ふと会社のことが気になった。しかし、確かに連絡したのを思い出して、緑川はシャワーを浴びに行った。自分の下着を脱いだとき、そこに少女の跡を見つけた。男にはない色だった。それを眺めつつ、少女は緑川のしたことに気づいているのだろうかと疑った。置き手紙にも、なんの非難の言葉もない。「今度」と先のことまで書いてある。少女の腰はまだ狭く、女の重さを備えていない。少女にふさわしい行為であるはずがなかった。
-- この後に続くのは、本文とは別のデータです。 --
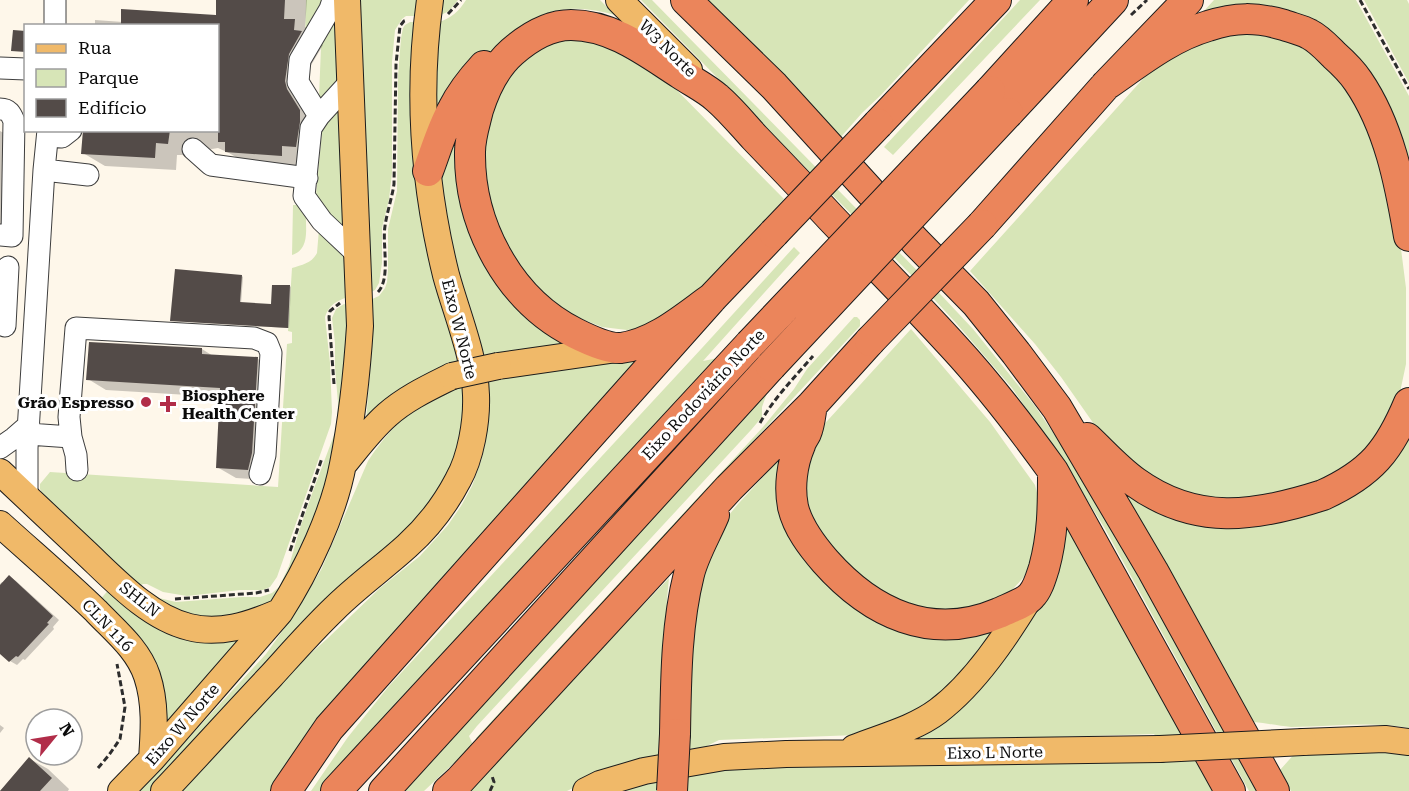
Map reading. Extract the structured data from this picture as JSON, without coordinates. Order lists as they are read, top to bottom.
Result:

体を拭いた緑川は、そのまま部屋を掃除し、少女のものは全てごみ袋にまとめ、口を縛った。それから、少しフランス語の本を読んだのだが、結局ワインの栓を開け、休みを文字通り休むことにした。
翌日、もはや何ともなく健康な朝を迎えた緑川は、「あすは必ず行くけれども大事をとって」もう一日会社を休んだ。
少女は今晩の電車に乗ってくるだろうか。そもそも、少女はどこへ行っていてあの時間に乗ってくるのか。緑川はしらふで少女と話したことがなかったから、実際には何をしていても思い出しか残っていないのだった。確かにあるのは少女の汚れた服やいろいろな残り香だ。いつも持ち歩いている少女の下着も、全てほとんどにおわなくなってしまった。緑川は思い立ち、少女の下着を穿いてみた。不快に締め付けられて吐き気を催しそうになった。
天気がいいので表を少し歩こうと思った緑川がドアを開けて出たとたん、ズザンナが目に入った。ズザンナは自分の部屋のドアの両側にある植木鉢に水をやっていた。薄黄色の半袖のシャツに真っ白な長いスカートをはき、はだしのサンダル姿をしたズザンナは爽やかながら、その顔に疲れがあった。挨拶のあと、今日は創立記念日でお休みなのと自分で言い、どうぞとドアを開けてにっこりと緑川を招いた。この「どうぞ」が唐突だったので緑川は面食らった。しかし、散歩の方を優先させる理由など、もちろん無いに決まっていた。
ズザンナの部屋は赤やオレンジの小物が多く、明るい女の子らしい部屋だと緑川は思った。ポスターの類がない代わりに、十字架が壁にかかっていた。机の上にも聖家族の絵があった。暗く陰気な感じのする自分の部屋とはなんて違うのだろうと緑川は感嘆した。そして女の「善さ」を予感しもした。
ズザンナの両親は共働きなので、今日はズザンナだけであった。食事はどうするのかと緑川は聞いてみた。一緒に作って食べませんかとズザンナが答えた。人と食事をするのも好きでない緑川は、この言葉がとても暖かく胸にしみるのを不思議だと思った。用意してくれた紅茶を飲みながら、緑川はズザンナが話すままに、よく耳を傾けた。友達の悪口など一言もなかった。疲れて見えるのはなぜかと聞くと、たくさん出た宿題を昨晩全部してしまったのであまり寝ていないのだと言った。それでも朝は起きてお祈りをしたのだと言う。
まだ九時過ぎだった。二人はトランプをしたり、クイズなどをしていたが、緑川の方は不安になって、長くいてもいいのかと尋ねた。ズザンナは、緑川に用がないならずっといても構わないと答えた。この分け隔てのないズザンナの態度が緑川には恐れ多かった。もったいないとか、かたじけないとかいう昔の言葉が分かった気がした。やはり早く帰ろうと緑川は思った。しかし、食事を一緒に作るのに承諾してしまったことが胸にかかり、昼までは帰るべきではあるまいとも考えた。